The Massively Parallel Computation (MPC) model serves as a common abstraction of many modern large-scale parallel computation frameworks and has recently gained a lot of importance, especially in the context of classic graph problems. Unsatisfactorily, all current $\text{poly} (\log \log n)$-round MPC algorithms seem to get fundamentally stuck at the linear-memory barrier: their efficiency crucially relies on each machine having space at least linear in the number $n$ of nodes.

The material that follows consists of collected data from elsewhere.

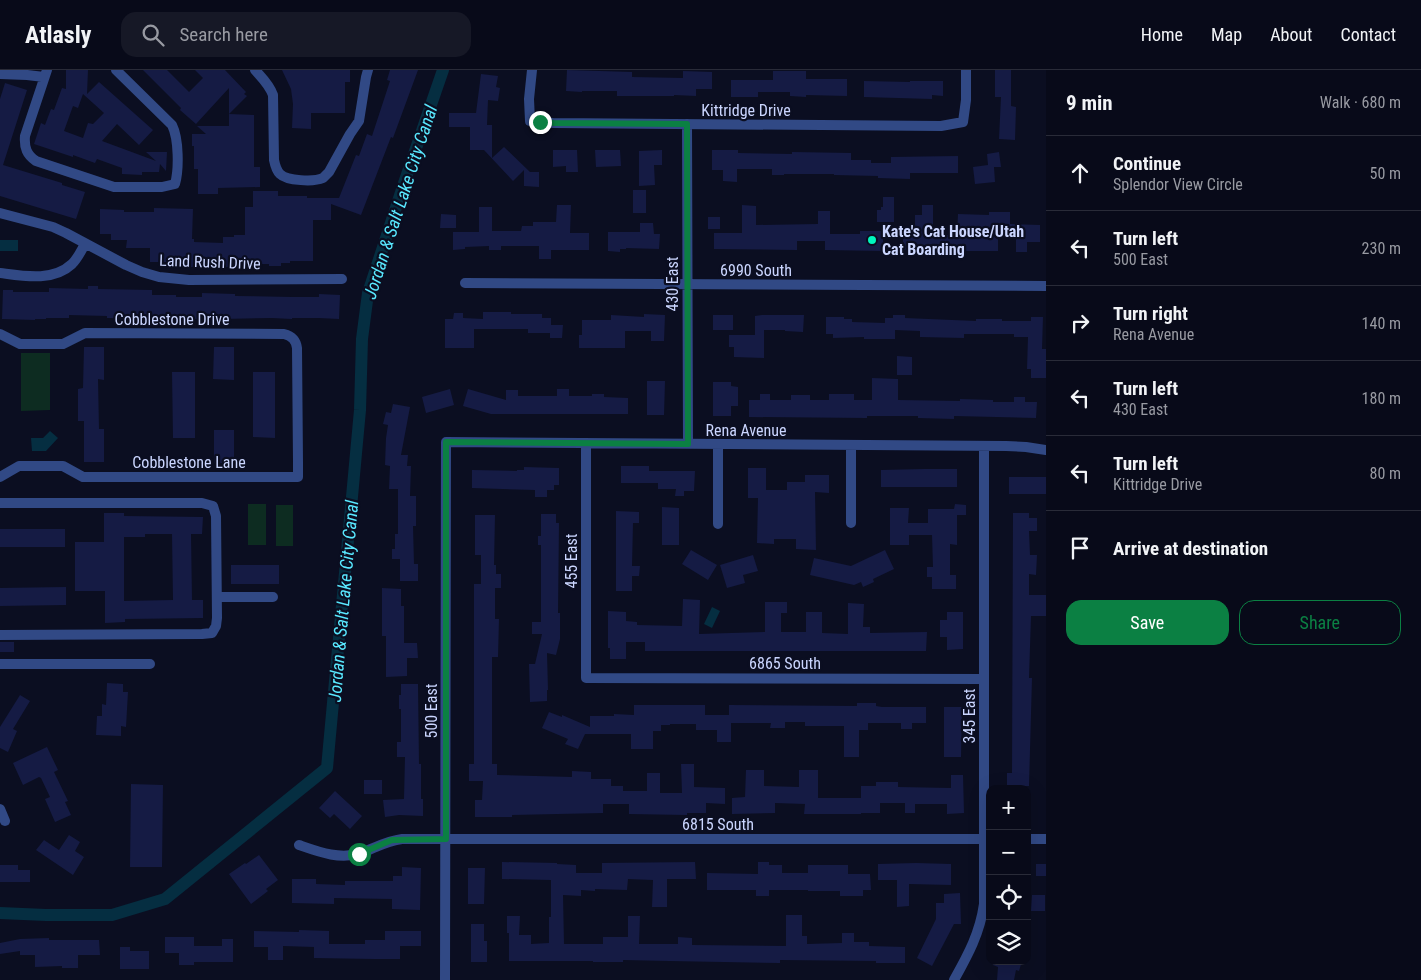 <!DOCTYPE html>
<html lang="en">
<head>
<meta charset="utf-8">
<style>
	:root { --surface:#080a19; --page:#161826; --text:#f1f3f6; --muted:#989aa2; --line:#292b38; --accent:#0b8043 }
	body { margin:0; font-family:"Roboto Condensed",sans-serif; background:var(--page); color:var(--text) }
	.controls { position:absolute; right:15px; bottom:15px; display:grid; overflow:hidden; border-radius:10px; box-shadow:0 5px 20px #0002 }
	.controls button { width:45px; height:45px; display:grid; place-items:center; padding:0; border:0; border-bottom:1px solid var(--line); background:var(--surface); color:var(--text); font:25px sans-serif }
	.stop { position:absolute; width:15px; height:15px; margin:-11px; border:4px solid #0b8043; border-radius:50%; background:#fff }
	.stop.end { background:#0b8043; border-color:#fff; box-shadow:0 1px 5px #0008 }
	.list { margin:0; padding:0; list-style:none }
	h2 { display:flex; justify-content:space-between; align-items:center; height:65px; margin:0; padding:0 20px; font-size:21px }
	h2 small { font-size:16px; font-weight:400; color:var(--muted) }
	.list li { display:grid; grid-template-columns:32px 1fr auto; gap:15px; align-items:center; box-sizing:border-box; height:75px; padding:0 20px; border-top:1px solid var(--line) }
	.list b { display:block; font-size:19px; white-space:nowrap }
	.list p { margin:0; font-size:16px; white-space:nowrap; color:var(--muted) }
	.list em { font-size:16px; font-style:normal; color:var(--muted) }
	.actions { display:flex; gap:10px; padding:15px 20px }
	.actions a { flex:1; padding:11px 0; border:1px solid var(--accent); border-radius:15px; text-align:center; font-size:18px; color:var(--accent) }
	.actions .main { background:var(--accent); color:#fff }
	.icon { flex:none; width:28px; height:28px; fill:none; stroke:currentColor; stroke-width:2; stroke-linecap:round; stroke-linejoin:round }
	.map { position:relative; flex:none; width:1046px; height:910px; overflow:hidden }
	header { display:flex; align-items:center; gap:30px; box-sizing:border-box; height:70px; padding:0 25px; background:var(--surface); border-bottom:1px solid var(--line) }
	header strong { font-size:24px }
	nav { display:flex; gap:28px; margin-inline-start:auto; font-size:18px }
	.search { width:350px; height:45px; background:var(--page); display:flex; align-items:center; gap:12px; box-sizing:border-box; padding:0 18px; border-radius:15px; color:var(--muted); font-size:19px }
	main { display:flex }
	aside { flex:1; background:var(--surface) }
	.map>svg:first-child { display:block }
	.park { fill:#0d2c21 }
	.water { fill:#052e41 }
	.lines { fill:none; stroke-linecap:round; stroke-linejoin:round }
	.canal { stroke:#052e41; stroke-width:12 }
	.building { fill:#151b44; fill-rule:evenodd }
	.minor { stroke:#314985; stroke-width:10 }
	.route { stroke:#0b8043; stroke-width:6 }
	.poi-dot { fill:#00f6be; stroke:#0b0e21; stroke-width:2 }
	.labels { text-anchor:middle; dominant-baseline:central; stroke-width:4.5; stroke-linejoin:round; paint-order:stroke }
	.street-label { font-size:16px; fill:#cbd6ff; stroke:#0b0e21 }
	.poi-label { font-size:16px; font-weight:bold; fill:#cbd6ff; stroke:#0b0e21; text-anchor:start }
	.water-label { font-size:18px; font-style:italic; fill:#59e8ff; stroke:#0b0e21 }
</style>
</head>
<body>
<header>
<strong>Atlasly</strong>
<div class="search"><svg class="icon" aria-label="search" viewBox="0 0 24 24"><circle cx="10" cy="10" r="6"/><path d="M15 15l6 6"/></svg>Search here</div>
<nav><a>Home</a><a>Map</a><a>About</a><a>Contact</a></nav>
</header>
<main>
<div class="map">
<svg width="1046" height="910" viewBox="0 0 1046 910">
	<rect width="100%" height="100%" fill="#0b0e21"/>
	<!-- park -->
	<path class="park" d="M21 283H50V340L21 341Z
		M248 434H266V475H248Z
		M276 435H293V476H276Z"/>
	<!-- water -->
	<path class="water" d="M0 170H18V181H0Z
		M50 361 58 368 46 381H32L31 368H43Z
		M712 537 720 541 712 558 704 554Z"/>
	<g class="lines">
		<!-- canal -->
		<path class="canal" d="M0 843 46 845H112L165 829 327 698 360 340 362 269 368 223 404 113 443 0"/>
	</g>
	<!-- building -->
	<path class="building" d="M66 0H88L87 24 99 12 153 60 139 75 117 54 102 71 156 91 146 82H167L166 101 160 94 159 102H142V105L122 104V98L97 89 95 93 73 85V87L34 74 41 53 45 55 51 39 54 40 62 18 66 19ZM83 24 104 43 93 54 88 53 83 68 64 61 73 36 78 38Z
		M143 0H167L189 22 203 8 195 0H225L246 22 244 24 247 26 229 44V18L196 54 180 40 181 38Z
		M282 0H350V12H345V43H311V59L292 58 293 34 291 19Z
		M390 0H418L393 68 391 67 361 145 331 134V150H313V191H290V193H281V196H269V194H243V197H174V192H150V178H126L127 170H111V164H100V139L124 140V142H154V138L193 139 192 169H194V172L223 173V167H234V165H245V137H253V121H278V126H307V128H339L356 85 359 86 367 64 372 66 390 11 387 10Z
		M567 0 632 2V7L683 8V1L712 2V19H696V26L674 25V26H617V21H582V22L566 21Z
		M995 0H1011V36L1016 37 1015 70 999 69 1001 27H995Z
		M773 1H806V9H847V26L806 25V27L790 26V22H758V27H731V10H773Z
		M481 4 498 6 496 17 500 18 498 31 488 30 487 55H492V88L504 77 530 102H539V117L524 116V100L513 111 484 80H470V57H449V43H476Z
		M864 11 910 12V11H943V26L932 25V29L864 27Z
		M5 13 27 20 3 95 62 113V115L85 122 76 149 0 126V29Z
		M229 44 254 45V97H260V117L218 118V124H198V99H194V76H192V64H206L197 56H229Z
		M553 80H577L578 102H566V96L553 97Z
		M595 80H620L621 96 596 97Z
		M662 80V95H654L655 115 639 116V81Z
		M712 80H738V83L792 84V82L851 83V90H871V93H891V87L958 86V103H910V109L878 108V106L834 105V104H784V105H772V99H737V112L723 111V100H712Z
		M999 82 1001 97H994L995 112 975 114 973 97 988 95 987 84Z
		M633 120H646V143H633Z
		M883 127H894V152H877V140H881V137H883Z
		M557 135H571L570 163H589V180H551V189H539V176H501V180H489V176L465 177V179L453 180V162H479V137H492V161H521L522 156H533V152H556Z
		M742 135 756 136V155L818 154V141H830V164H860V161H883V181L825 180V171H797V180L714 179V163H742Z
		M922 135H933V165H957L958 144 989 145V142H1010V154L1040 155V172H1027V182H1016V165L998 164V181H925L922 182V186H913V182H910V179L903 180V164H915V145H922Z
		M441 144 456 145V158H440Z
		M708 147H720V159H708Z
		M640 153H653L654 164H660L659 179 626 178V179H620V182L608 181V162H640Z
		M88 216H98V219L152 220V225H176V227H202V223L235 224V226L292 227H319V224L340 225 339 249 319 248H292V249L272 248 222 249H155L107 248V246L69 245V248H46V249H35V250L2 249 3 220H13V222H49V218L88 219Z
		M483 242H511V244H542V248H551V255H563L562 268H550V263H528V259H474V278H445V249H453L454 243H463V248L483 249Z
		M644 244 665 245 664 271H651V261H625V278H579V265H582V250H611V245L644 247Z
		M713 245H733V260H713Z
		M762 245H804L803 262 785 261V260H764V288L734 287V277H729V265H755V246Z
		M893 245H905V248L976 251V249H1002V251H1031V247H1043L1042 279H1046V308H1031V299H1027L1028 267H1014V264H964V268L920 267V261L895 260V269H864V267L833 268V264H826V247H844V249H852V252L885 253V248H893Z
		M84 277H104V310L98 309 99 359H104V392H84V351H78V319L83 318Z
		M214 277H234V310L213 309Z
		M897 286 912 287V305H897Z
		M172 302H195V368H173Z
		M253 302H275V368L253 367Z
		M872 308 898 309V330L960 331V329L993 330V332H1014V327H1025V332H1037L1036 348 954 346V349L918 348V346H867V348L749 347V330H760V324H770V330H791V325H810V330H829V324H854V330H872Z
		M647 311H665L664 345H647Z
		M713 312H731V316L738 317V336H731V346H713Z
		M450 319 454 335 426 343 422 327Z
		M468 319 506 330V320H518V326H557V319H569V326H592V324H604V327L628 328V344H491L463 336Z
		M393 334 410 337 401 385H408L407 396H411L410 426H416V456H413L414 494H418V511H400V489H392V479H395V464H398V419H389L390 396 385 395 386 368 388 355 383 354 386 342 391 343Z
		M214 360H234V393H214Z
		M621 396H649V401H695L694 421H684V426H675L676 419H658V413H621Z
		M524 397 559 398V415H554V420H547V427H535V420L472 418V400L517 401V400H524Z
		M748 398H766V420H787V412H805V405H829V423L815 422 816 480 796 479V469H774V474L757 473 758 428H748Z
		M924 399H957V417H881V400Z
		M1009 407H1046V424H1009Z
		M955 434 966 435V445H957V475L950 474V505H956V519H932V507H927V497H933L932 465H909V475H890V438H909L908 453H928V439H954Z
		M662 437 679 438V475H662Z
		M616 441 639 442V453H633L632 496H640L639 506H632V521H616Z
		M104 443H124V446L203 447 202 464H191L192 530H203V548L125 549V552L105 553V521H75V472H104ZM145 464H172L173 530 124 531V467H145Z
		M1013 443H1029V448H1037V461H1029L1030 485H1037L1036 505 1029 504V525H1046V546H1031L1029 608H1032L1029 716H1024V719H1007V703H1012Z
		M541 444H556V453H559L558 543H560V569L556 585 547 583 548 620H547V631L530 632 529 594H535L542 564H532V552H541V475H538V466H541Z
		M475 445H495L494 495H496V504H501V518H495V549H499L498 587H492V694H497V705L572 707V701L591 702V709H611V716H623V721H647V703H660V723H682L681 694H694V717L725 718V734L706 733V743H687V745L629 744V734H603V743L512 745V747H475V730H482L483 711H469V694H474V514H481V485H475Z
		M0 459H65V477H0Z
		M691 480 717 495 708 510 682 494Z
		M885 480 894 499 873 509 874 512 863 517 861 512 854 515 810 505 814 488 851 496Z
		M753 485 758 501 743 505 745 513 727 518 720 495Z
		M231 495H279V514H231Z
		M66 517V535L0 536V518Z
		M382 518 401 519V536H404V573H417L418 588H407V606L386 607V566H382Z
		M683 529 700 530 699 564 765 562V532H787V543H781V562H806V542H822V563L848 564V533L864 534 863 557H870V563L927 562 926 581H645V572H626V589H610V578H608V541L626 542V551L637 552V555L682 556Z
		M947 542H963V579L947 580V567H940V550H947Z
		M0 572H14V582H0Z
		M107 613 123 614V622H128L126 657 121 656V666L96 665 97 646H102V634L106 635Z
		M401 614H418L419 694H421V729H423V746L399 745 385 747 383 730 404 729 405 687H397V672H401V639H399V625H401Z
		M20 625 30 631 13 659 17 661 8 682 0 678V657Z
		M857 633H876V636L882 637H926V653H912V659H901V653H868V660H859V687H844V656H805V652H785V658H770L771 653H731V672H717V660H696V654H670V655H661V661H653V679H631V664H585L578 679 565 674 568 669 542 658 549 642 562 647V645L590 657V646H614V644L634 645V635H705V645H729V635L857 636Z
		M944 637H962L961 687H944Z
		M47 677 58 700 54 702 68 731 65 732 71 745 55 752 45 729 50 727 41 708 39 707 23 715 13 693Z
		M746 700H764V716L799 717V700H818V728H861V716H876V712H898V717L951 718V705H963L964 743 947 744V734H915V743H905V733H880V743H861V744H804L805 734 775 733V743L732 744V728L745 727Z
		M364 710H382V724H364Z
		M131 714 163 715 162 797H130Z
		M335 721 362 746 350 759 334 744 330 748 319 738Z
		M69 765 80 772 75 781 84 787 73 805 36 780 44 770 59 780Z
		M259 785 278 810 266 819 268 821 251 834 229 804 245 793 246 794Z
		M502 792 557 793V794L576 795V803H602V793L695 792 696 809H667V837H652L653 810 628 809 627 820 595 819V821L581 820V826L563 825 564 874H603V867H628V846H640L639 874H678V867L692 868V875L786 876V845H802V866H807V874L842 873V863H854V872H869V876L905 877V893H876V891L780 890V893L669 891 623 890V892H593V891H509V863H507V846H520L519 865H531V874L549 873V847H551V810L502 809Z
		M758 792H769V795H782V803H808V795H848V804H870L871 820H863V826H840V821H808V820H769V826H756V820H707V803L758 804Z
		M916 793 951 794V815L909 814V836L897 837V810H878V794Z
		M1036 794H1046V806H1036Z
		M0 795H18V800H30V812H0Z
		M402 797 421 798 420 840 392 839V829L334 828V834L292 833V809H316V814L345 815V811H393V806H402Z
		M468 798H485L484 834H468Z
		M960 823 961 854H954L932 896 917 888 936 849V833H944V824Z
		M1032 825H1045V841H1031Z
		M471 854H484V871H487V892H471Z
		M299 860 329 861V874H365V870H385V861H421V876H400V889H374L314 888V877L283 876V890H268V877H254V861L299 862Z
		M165 867H194V876H222V869H233V892H194V895H179V883H165Z
		M49 868V870H99L100 885H78V898H62V896L35 897V885H20V881L0 884V873L20 869Z
		M120 877H130V881H149V899H120Z
		M994 891H1022L1019 901 1016 900 1014 910H997L998 897 993 895Z"/>
	<g class="lines">
		<!-- minor -->
		<path class="minor" d="M47 0 25 66C24 78 27 85 36 91L114 117H162L175 114C179 100 179 69 172 55L116 0
			M255 0C262 8 269 14 273 25L274 90C275 95 276 100 280 104 287 111 314 112 323 108 325 106 327 104 329 102L350 64 359 51 366 7 368 0
			M532 0 529 29 530 51 553 53 941 56 963 52 966 30V0
			M0 4 27 5 44 7
			M687 54 688 374
			M0 143 53 157 66 163 126 195 142 202 159 207 189 210 342 209
			M0 203C23 206 53 212 72 194 78 188 81 181 85 174
			M465 213 1046 216
			M0 264 20 274H63L85 263 284 264C292 266 296 270 297 278L298 392V407H83L63 396H19L0 407
			M586 373V608L984 609
			M718 375V454
			M0 433H202L213 436 216 446 217 548 216 556 212 563 202 564 0 565
			M851 453V375
			M217 527H273
			M0 594H150
			M0 739 5 751
			M1027 769H1046
			M299 775C319 782 340 790 361 783 375 778 386 771 402 769H990
			M445 910 446 372 1006 376 1026 377 1046 380
			M954 910C968 885 980 863 984 834V376"/>
	</g>
	<g class="lines">
		<!-- route -->
		<path class="route" d="M359 784 392 770 446 769V372L688 374 687 54 554 53 540 52"/>
	</g>
	<!-- markers -->
	<circle class="poi-dot" cx="872" cy="170" r="5"/>
	<g class="labels">
		<!-- street labels -->
		<g class="street-label">
			<text x="746" y="40">Kittridge Drive</text>
			<text transform="translate(210 192) rotate(2)">Land Rush Drive</text>
			<text x="756" y="200">6990 South</text>
			<text transform="translate(672 214) rotate(-90)">430 East</text>
			<text x="172" y="249">Cobblestone Drive</text>
			<text x="746" y="360">Rena Avenue</text>
			<text x="189" y="392">Cobblestone Lane</text>
			<text transform="translate(571 491) rotate(-90)">455 East</text>
			<text x="785" y="593">6865 South</text>
			<text transform="translate(431 641) rotate(-90)">500 East</text>
			<text transform="translate(969 646) rotate(-90)">345 East</text>
			<text x="718" y="754">6815 South</text>
		</g>
		<!-- poi labels -->
		<g class="poi-label">
			<text x="882" y="161">Kate's Cat House/Utah<tspan x="882" dy="18">Cat Boarding</tspan></text>
		</g>
		<!-- water labels -->
		<g class="water-label">
			<text transform="translate(400 132) rotate(-72)">Jordan &amp; Salt Lake City Canal</text>
			<text transform="translate(343 531) rotate(-85)">Jordan &amp; Salt Lake City Canal</text>
		</g>
	</g>
</svg>
<div class="controls">
<button>+</button>
<button>−</button>
<button><svg class="icon" aria-label="locate" viewBox="0 0 24 24"><circle cx="12" cy="12" r="6"/><path d="M12 2v4M12 18v4M2 12h4M18 12h4"/></svg></button>
<button><svg class="icon" aria-label="layers" viewBox="0 0 24 24"><path d="M12 4l9 5-9 5-9-5zM3 14l9 5 9-5"/></svg></button>
</div>
<div class="stop" style="left:359px;top:784px"></div>
<div class="stop end" style="left:540px;top:52px"></div>
</div>
<aside>
<h2>9 min<small>Walk · 680 m</small></h2>
<ul class="list">
<li><svg class="icon" aria-label="ahead" viewBox="0 0 24 24"><path d="M12 20V5M6 11l6-6 6 6"/></svg><div><b>Continue</b><p>Splendor View Circle</p></div><em>50 m</em></li>
<li><svg class="icon" aria-label="left" viewBox="0 0 24 24"><path d="M17 20v-9H6M10 6l-5 5 5 5"/></svg><div><b>Turn left</b><p>500 East</p></div><em>230 m</em></li>
<li><svg class="icon" aria-label="right" viewBox="0 0 24 24"><path d="M7 20v-9h11M14 6l5 5-5 5"/></svg><div><b>Turn right</b><p>Rena Avenue</p></div><em>140 m</em></li>
<li><svg class="icon" aria-label="left" viewBox="0 0 24 24"><path d="M17 20v-9H6M10 6l-5 5 5 5"/></svg><div><b>Turn left</b><p>430 East</p></div><em>180 m</em></li>
<li><svg class="icon" aria-label="left" viewBox="0 0 24 24"><path d="M17 20v-9H6M10 6l-5 5 5 5"/></svg><div><b>Turn left</b><p>Kittridge Drive</p></div><em>80 m</em></li>
<li><svg class="icon" aria-label="arrive" viewBox="0 0 24 24"><path d="M6 21V4h12l-3 4 3 4H6"/></svg><div><b>Arrive at destination</b></div></li>
</ul>
<div class="actions"><a class="main">Save</a><a>Share</a></div>
</aside>
</main>
</body>
</html>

As this might not only be prohibitively large, but also allows for easy if not trivial solutions for sparse graphs, we are interested in the low-memory MPC model, where the space per machine is restricted to be strongly sublinear, that is, $n^{\delta}$ for any $0<\delta<1$. We devise a degree reduction technique that reduces maximal matching and maximal independent set in graphs with arboricity $\lambda$ to the corresponding problems in graphs with maximum degree $\text{poly}(\lambda)$ in $O(\log² \log n)$ rounds. This gives rise to $O\left(\log^2\log n + T(\text{poly} \lambda)\right)$-round algorithms, where $T(\Delta)$ is the $\Delta$-dependency in the round complexity of maximal matching and maximal independent set in graphs with maximum degree $\Delta$. A concurrent work by Ghaffari and Uitto shows that $T(\Delta)=O(\sqrt{\log \Delta})$. For graphs with arboricity $\lambda=\text{poly}(\log n)$, this almost exponentially improves over Luby's $O(\log n)$-round PRAM algorithm [STOC'85, JALG'86], and constitutes the first $\text{poly} (\log \log n)$-round maximal matching algorithm in the low-memory MPC model, thus breaking the linear-memory barrier. Previously, the only known subpolylogarithmic algorithm, due to Lattanzi et al. [SPAA'11], required strongly superlinear, that is, $n^{{1+\Omega(1)}$,} memory per machine.